Goodfellow Deep Learning — Chapter 7.9: Parameter Tying and Parameter Sharing

deep learning

regularization

parameter sharing

CNN

RNN

Two strategies for reducing parameters and improving generalization: encouraging similarity vs. enforcing identity

Author

Chao Ma

Published

October 27, 2025

Overview

Neural networks can benefit from constraints on parameters in two distinct ways:

Parameter Tying: Encourages parameters to be similar through regularization
Parameter Sharing: Forces parameters to be identical by design

Both approaches reduce effective model capacity and improve generalization, but they differ fundamentally in how strictly they enforce parameter relationships.

Parameter Tying

Definition

Parameter tying constrains parameters of different models or layers to be similar by adding a penalty term to the loss function.

Mathematical Formulation

\[ \Omega(w^{(A)}, w^{(B)}) = \|w^{(A)} - w^{(B)}\|_2^2 \]

How it works:

Add this penalty term to the loss function
Forces two models (or layers) to learn similar parameters
The parameters are still independent, but regularization encourages similarity

Nature of Constraint

This is a soft constraint that allows some deviation while encouraging parameter alignment.

Real-World Applications

Note: The following table is generated by ChatGPT.

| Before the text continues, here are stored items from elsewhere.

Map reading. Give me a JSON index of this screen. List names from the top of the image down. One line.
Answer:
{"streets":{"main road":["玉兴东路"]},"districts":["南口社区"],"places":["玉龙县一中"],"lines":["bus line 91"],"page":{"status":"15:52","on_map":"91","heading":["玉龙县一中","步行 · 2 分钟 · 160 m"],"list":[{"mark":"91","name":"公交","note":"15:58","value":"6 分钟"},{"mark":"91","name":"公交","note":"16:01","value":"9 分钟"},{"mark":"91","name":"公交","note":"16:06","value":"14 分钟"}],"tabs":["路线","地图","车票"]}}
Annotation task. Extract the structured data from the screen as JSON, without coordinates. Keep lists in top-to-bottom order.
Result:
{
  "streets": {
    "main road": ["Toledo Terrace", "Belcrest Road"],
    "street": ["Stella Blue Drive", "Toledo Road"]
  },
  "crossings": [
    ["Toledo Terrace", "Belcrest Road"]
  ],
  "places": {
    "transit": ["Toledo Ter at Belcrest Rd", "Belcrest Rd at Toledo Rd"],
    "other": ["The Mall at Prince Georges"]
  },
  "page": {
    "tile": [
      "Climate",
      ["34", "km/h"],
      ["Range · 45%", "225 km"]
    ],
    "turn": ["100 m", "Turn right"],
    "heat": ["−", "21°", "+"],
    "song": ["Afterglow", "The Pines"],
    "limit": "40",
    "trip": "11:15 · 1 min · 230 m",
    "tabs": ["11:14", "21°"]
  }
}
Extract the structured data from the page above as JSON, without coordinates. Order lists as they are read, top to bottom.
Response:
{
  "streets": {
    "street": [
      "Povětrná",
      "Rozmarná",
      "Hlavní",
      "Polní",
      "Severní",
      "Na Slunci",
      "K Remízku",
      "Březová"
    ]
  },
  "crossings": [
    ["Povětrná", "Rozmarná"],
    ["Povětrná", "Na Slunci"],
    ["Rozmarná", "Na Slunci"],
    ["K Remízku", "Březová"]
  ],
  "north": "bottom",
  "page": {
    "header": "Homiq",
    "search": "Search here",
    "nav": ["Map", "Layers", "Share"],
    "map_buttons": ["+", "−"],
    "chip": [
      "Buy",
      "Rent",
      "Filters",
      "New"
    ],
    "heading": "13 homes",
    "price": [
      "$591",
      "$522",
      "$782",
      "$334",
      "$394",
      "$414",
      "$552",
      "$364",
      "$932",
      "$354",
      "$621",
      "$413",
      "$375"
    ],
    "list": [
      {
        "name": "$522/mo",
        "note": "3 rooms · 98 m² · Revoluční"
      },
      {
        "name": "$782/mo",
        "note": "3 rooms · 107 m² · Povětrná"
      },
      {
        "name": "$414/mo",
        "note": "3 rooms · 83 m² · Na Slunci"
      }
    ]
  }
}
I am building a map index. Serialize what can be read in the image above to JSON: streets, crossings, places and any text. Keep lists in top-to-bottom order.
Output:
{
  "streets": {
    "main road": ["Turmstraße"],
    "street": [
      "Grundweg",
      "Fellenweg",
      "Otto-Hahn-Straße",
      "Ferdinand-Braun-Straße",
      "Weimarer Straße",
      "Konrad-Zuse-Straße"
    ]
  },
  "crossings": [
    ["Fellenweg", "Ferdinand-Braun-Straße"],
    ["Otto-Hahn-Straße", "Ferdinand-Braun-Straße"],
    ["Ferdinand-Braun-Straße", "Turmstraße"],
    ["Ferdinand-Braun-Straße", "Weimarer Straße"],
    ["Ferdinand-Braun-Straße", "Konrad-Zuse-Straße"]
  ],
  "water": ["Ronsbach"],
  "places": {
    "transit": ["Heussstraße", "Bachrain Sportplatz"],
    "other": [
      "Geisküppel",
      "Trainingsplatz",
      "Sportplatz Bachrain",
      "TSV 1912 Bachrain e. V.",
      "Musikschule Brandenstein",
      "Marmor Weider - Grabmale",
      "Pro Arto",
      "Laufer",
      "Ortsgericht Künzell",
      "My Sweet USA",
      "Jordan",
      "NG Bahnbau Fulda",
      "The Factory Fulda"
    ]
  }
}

Application	Mechanism	Purpose	Reference
Word Embedding Tying	Input embedding matrix and output softmax matrix tied: $W_{\text{out}} = E^T$	Reduce parameters; consistent embedding space	Press & Wolf, 2017
Autoencoder	Decoder weights tied to encoder transpose: $W_{\text{dec}} = W_{\text{enc}}^T$	Regularize; stabilize training; mimic PCA	Hinton & Salakhutdinov, 2006
Multi-task Learning	Different tasks’ parameters constrained to be similar: $\Omega = \\|w^{(A)} - w^{(B)}\\|^2$	Encourage knowledge sharing between tasks	Caruana, 1997
Knowledge Distillation	Student layers tied to teacher via loss constraint: $\\|h_s^{(l)} - h_t^{(l)}\\|^2$	Transfer intermediate representations	Sanh et al., 2019 — DistilBERT

Parameter Sharing

Definition

Parameter sharing uses the exact same set of parameters across multiple locations or time steps.

CNN Example

The same kernel (set of weights) is applied across all spatial locations of the input:

\[ y_{i,j} = \sum_{u,v} w_{u,v} x_{i+u, j+v} \]

Benefits:

Pattern detection: Detects the same pattern (e.g., edge or texture) anywhere in the image
Parameter reduction: Dramatically reduces the number of parameters
Translation equivariance: Output shifts when input shifts

Nature of Constraint

This is a hard constraint where parameters are identical by design, not just similar.

Real-World Applications

Note: The following table is generated by ChatGPT.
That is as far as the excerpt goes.